STORED DATA: Begin

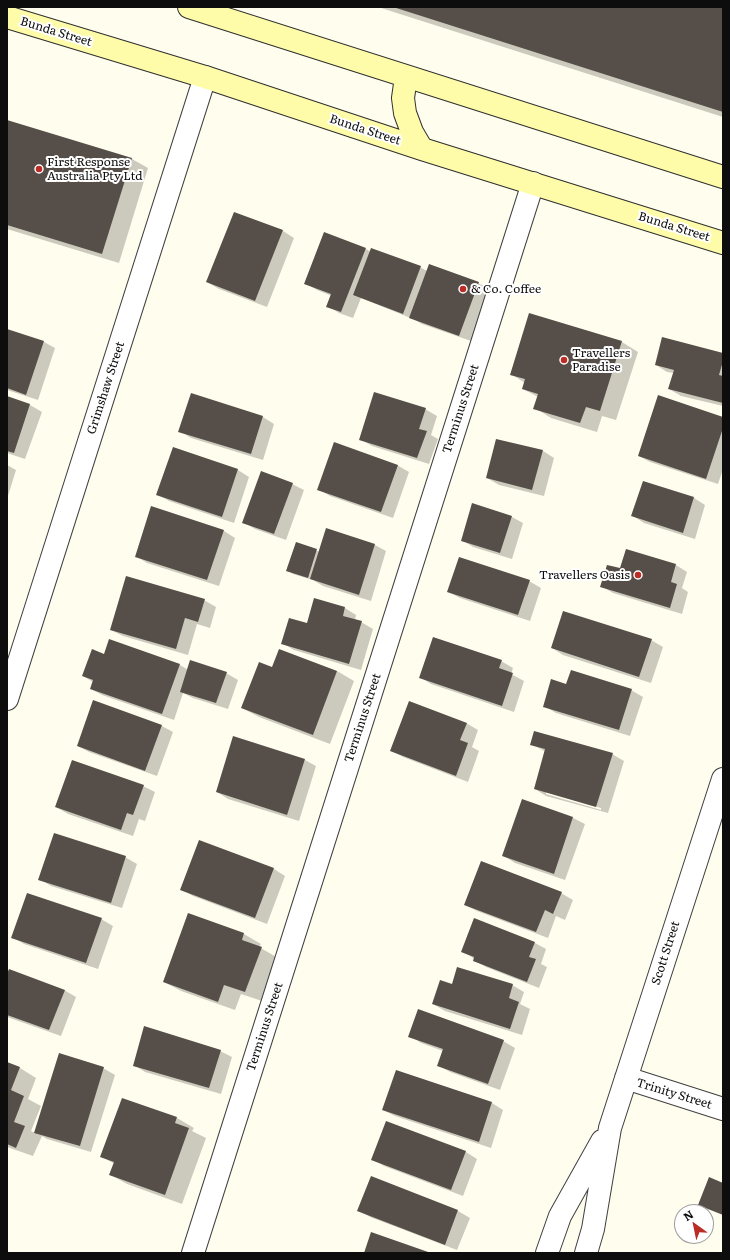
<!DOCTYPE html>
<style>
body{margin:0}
#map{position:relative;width:730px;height:1260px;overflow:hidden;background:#fffded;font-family:Literata,serif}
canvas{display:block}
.frame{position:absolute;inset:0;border:8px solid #0d0d0d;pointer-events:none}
.north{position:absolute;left:674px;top:1204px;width:40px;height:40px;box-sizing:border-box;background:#fff;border:1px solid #9e9e9e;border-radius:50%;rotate:327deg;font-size:11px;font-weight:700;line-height:16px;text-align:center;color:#0d0d0d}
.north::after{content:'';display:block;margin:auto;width:14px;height:18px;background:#bc2c26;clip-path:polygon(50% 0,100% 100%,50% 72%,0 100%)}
</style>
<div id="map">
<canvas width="730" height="1260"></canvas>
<div class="frame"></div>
<div class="north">N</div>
</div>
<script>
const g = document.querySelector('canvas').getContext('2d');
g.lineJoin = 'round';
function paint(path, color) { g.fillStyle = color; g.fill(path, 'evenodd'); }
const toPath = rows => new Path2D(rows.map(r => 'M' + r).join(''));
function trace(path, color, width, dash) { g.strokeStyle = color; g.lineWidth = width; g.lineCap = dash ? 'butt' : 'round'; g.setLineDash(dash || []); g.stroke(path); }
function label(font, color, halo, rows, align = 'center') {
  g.font = font + ' Literata,serif'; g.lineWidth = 4; g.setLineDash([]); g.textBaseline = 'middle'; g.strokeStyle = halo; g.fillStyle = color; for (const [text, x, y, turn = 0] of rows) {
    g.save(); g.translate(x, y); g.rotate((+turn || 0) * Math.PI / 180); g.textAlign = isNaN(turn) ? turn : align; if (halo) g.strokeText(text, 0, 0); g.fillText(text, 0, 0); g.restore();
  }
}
const shadow = toPath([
 [378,7,723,7,723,117],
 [7,121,132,159,148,168,119,263,7,229],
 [235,213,283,231,294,238,267,307,219,289,207,282],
 [366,249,371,252,420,267,427,271,478,283,490,289,471,341,422,324,413,319,361,298,353,318,339,313,328,306,332,296,317,290,305,283],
 [7,330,44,342,55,348,38,400,7,390],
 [622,342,638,352,616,420,602,416,597,432,551,418,535,408,538,397,523,389,525,383,511,374],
 [723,354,723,406,681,396,669,389,674,373,667,372,656,365],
 [192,395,263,417,274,424,263,460,191,438,180,431],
 [7,397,30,405,42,412,25,459,7,453],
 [425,409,437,416,431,435,438,439,429,464,372,446,360,439],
 [723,418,723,469,718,484,650,462,639,456],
 [174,448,238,470,249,477,234,523,169,501,157,494],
 [543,451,554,458,544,496,499,485,487,478],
 [7,465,16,470,7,499],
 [397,465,409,472,393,518,330,496,318,489],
 [643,483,694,498,705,505,695,539,644,523,633,516],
 [292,484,304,490,286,540,255,529,243,522],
 [152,507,224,531,235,538,219,586,147,563,136,556],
 [512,517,523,523,512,559,473,547,462,540],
 [296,543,320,552,375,545,386,551,371,601,323,586,313,580,293,574,287,570],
 [626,550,676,565,687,572,682,588,688,592,682,614,613,593,601,586,621,569],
 [529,581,541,588,530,621,460,598,448,592],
 [204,600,216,607,210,628,197,624,188,655,123,636,111,630],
 [345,608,356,615,355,620,361,622,373,629,361,670,294,650,282,643,308,624],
 [651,640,663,647,651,683,563,655,552,648],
 [279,650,337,671,354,681,330,744,259,717,242,708,273,668],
 [105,655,180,665,188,670,226,673,238,680,228,709,193,698,183,693,174,720,102,695,91,689,93,682,83,676],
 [501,661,513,668,511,674,524,681,514,712,431,684,420,677],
 [631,690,643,697,630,736,556,713,544,706],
 [466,723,478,730,472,747,479,751,468,782,403,757,392,751],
 [162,726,173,732,157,776,89,752,78,746],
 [531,744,612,754,624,761,608,813,546,796,535,789,546,752],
 [546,792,601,808,601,810,546,794],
 [305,760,316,766,299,821,228,799,217,792],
 [143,786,155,792,145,821,139,819,133,836,68,814,56,807],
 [523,801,573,818,585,824,565,880,515,863,504,856],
 [200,842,274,869,285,876,267,924,193,896,182,890],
 [125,857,137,864,122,908,51,886,40,879],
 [561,893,573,900,565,920,556,916,548,938,477,911,465,905],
 [189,915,244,934,261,944,259,947,278,958,262,1001,241,994,235,1010,181,991,164,982],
 [101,919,113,926,98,969,24,944,12,937],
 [535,943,546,949,541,964,547,967,539,988,486,967,474,960,475,959,463,952],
 [7,977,64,990,76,997,61,1036,7,1017],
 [452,985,512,985,524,992,520,1004,530,1009,522,1035,445,1011,433,1004],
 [410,1036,503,1041,515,1048,500,1090,450,1072,438,1065,443,1051,421,1043],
 [220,1051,232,1057,221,1094,145,1072,134,1065],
 [7,1063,20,1068,36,1078,28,1099,41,1106,31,1131,35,1133,103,1068,115,1075,91,1152,47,1139,42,1136,33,1156,7,1147],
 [122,1099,177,1118,194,1128,192,1131,206,1138,182,1204,127,1184,111,1175,115,1164,102,1157],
 [492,1103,503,1110,491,1148,395,1116,383,1110],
 [387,1122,466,1152,477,1159,463,1196,384,1166,372,1159],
 [371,1178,458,1211,470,1218,457,1250,370,1217,358,1210]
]);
const building = toPath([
 [393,7,723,7,723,112],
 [7,120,132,158,102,254,7,225],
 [234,212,283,230,255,301,206,282],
 [324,232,366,248,341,312,326,307,331,294,304,284],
 [371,248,421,266,403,314,353,295],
 [429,264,479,282,459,336,409,318],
 [529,313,622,341,600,411,586,407,580,423,533,409,538,394,522,389,525,379,510,375],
 [7,329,44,341,26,395,7,388],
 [662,337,723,353,723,361,719,375,723,376,723,403,668,389,674,370,655,365],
 [374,392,426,408,419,429,427,431,417,458,359,440],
 [191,393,263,416,251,454,178,432],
 [658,395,723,417,723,428,706,479,638,456],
 [7,396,30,404,14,453,7,451],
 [496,439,543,450,532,490,486,478],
 [334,442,398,465,381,512,317,490],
 [173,447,238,469,222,517,156,495],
 [261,471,293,483,274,534,242,523],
 [643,481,694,497,683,533,631,516],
 [472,503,512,516,500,553,461,541],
 [151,506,224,530,207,580,135,557],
 [326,528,375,544,359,595,310,579],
 [296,542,317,549,308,578,286,571],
 [626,549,676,564,671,582,677,584,670,608,600,587,607,565,620,568],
 [459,557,530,580,518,615,447,592],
 [126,576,205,599,198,622,185,618,176,649,110,630],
 [314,598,345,607,343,616,362,621,349,664,281,644,289,618,307,623],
 [563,611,652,639,639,677,551,648],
 [433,637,502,660,499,668,513,673,502,706,419,678],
 [109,639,180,664,162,714,90,689,93,680,82,676,92,649,104,654],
 [279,649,337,671,313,735,241,708,259,662,272,667],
 [190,660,227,672,216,703,180,692],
 [571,670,632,689,619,730,543,707,551,679,566,684],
 [93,700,162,725,145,771,77,746],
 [409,701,467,723,460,740,468,743,456,776,390,751],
 [534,731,613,753,596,807,534,789,545,749,530,745],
 [233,736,305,759,287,815,216,792],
 [72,760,144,785,133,815,127,813,121,830,55,807],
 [522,799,573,817,554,874,502,856],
 [54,833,126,856,111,903,38,880],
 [199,840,274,868,255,918,180,890],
 [481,861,562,892,553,914,545,910,536,932,464,905],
 [27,893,102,918,86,963,11,938],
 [188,913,244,933,242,940,262,947,245,992,224,985,218,1002,163,982],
 [474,918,535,942,529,957,536,959,527,982,473,961,474,957,461,952],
 [457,967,513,984,509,998,519,1002,510,1029,432,1004,440,980,452,984],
 [9,969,65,990,49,1030,7,1015,7,974],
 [418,1009,504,1040,488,1084,437,1066,443,1049,408,1037],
 [144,1026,221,1050,209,1088,133,1066],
 [59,1053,104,1067,80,1146,34,1133],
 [7,1062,20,1067,11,1090,24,1096,14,1122,25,1126,16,1148,7,1144],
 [396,1070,492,1102,479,1142,382,1110],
 [122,1098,177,1117,175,1123,189,1128,165,1195,109,1175,114,1162,100,1157],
 [386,1121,466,1151,451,1190,371,1160],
 [371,1176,458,1210,445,1245,357,1211],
 [709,1177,723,1183,723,1215,698,1205],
 [371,1232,431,1253,364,1253]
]);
const street = toPath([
 [7,699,205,77],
 [626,1078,723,1109],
 [193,1253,533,183],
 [547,1253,560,1216,602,1141],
 [586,1253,593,1229,610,1128,723,779]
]);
const secondary = toPath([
 [189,7,723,177],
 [7,17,205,77,422,149,723,243],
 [406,77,403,98,405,113,412,132,422,149]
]);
const markers = [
 [39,169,4,"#bc2c26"],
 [463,289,4,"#bc2c26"],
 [564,360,4,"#bc2c26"],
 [638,575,4,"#bc2c26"]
];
const streetNames = [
 ["Bunda Street",56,32,17],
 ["Bunda Street",365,130,18],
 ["Bunda Street",674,227,17],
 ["Grimshaw Street",106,388,-72],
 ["Terminus Street",461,409,-72],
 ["Terminus Street",363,718,-72],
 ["Scott Street",666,953,-72],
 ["Terminus Street",265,1027,-72],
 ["Trinity Street",674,1094,17]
];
const poiNames = [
 ["First Response",47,162],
 ["Australia Pty Ltd",47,176],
 ["& Co. Coffee",471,289],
 ["Travellers",572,353],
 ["Paradise",572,367],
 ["Travellers Oasis",630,575,"right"]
];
paint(shadow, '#0003');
paint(building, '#564f49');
trace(street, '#404040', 24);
trace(secondary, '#2f2f2f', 24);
trace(street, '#fff', 22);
trace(secondary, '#fefca8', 22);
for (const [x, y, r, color] of markers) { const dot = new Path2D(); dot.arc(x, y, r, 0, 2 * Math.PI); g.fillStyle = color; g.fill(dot); trace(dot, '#fff', 1.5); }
label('12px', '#0d0d0d', '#fff', streetNames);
label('12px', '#0d0d0d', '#fff', poiNames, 'left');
</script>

STORED DATA: End

▶ **PROBLEM**: All lines that contain the word "canvas" must be copied from the records above.

▶ **RESPONSE AREA**:
canvas{display:block}
<canvas width="730" height="1260"></canvas>
const g = document.querySelector('canvas').getContext('2d');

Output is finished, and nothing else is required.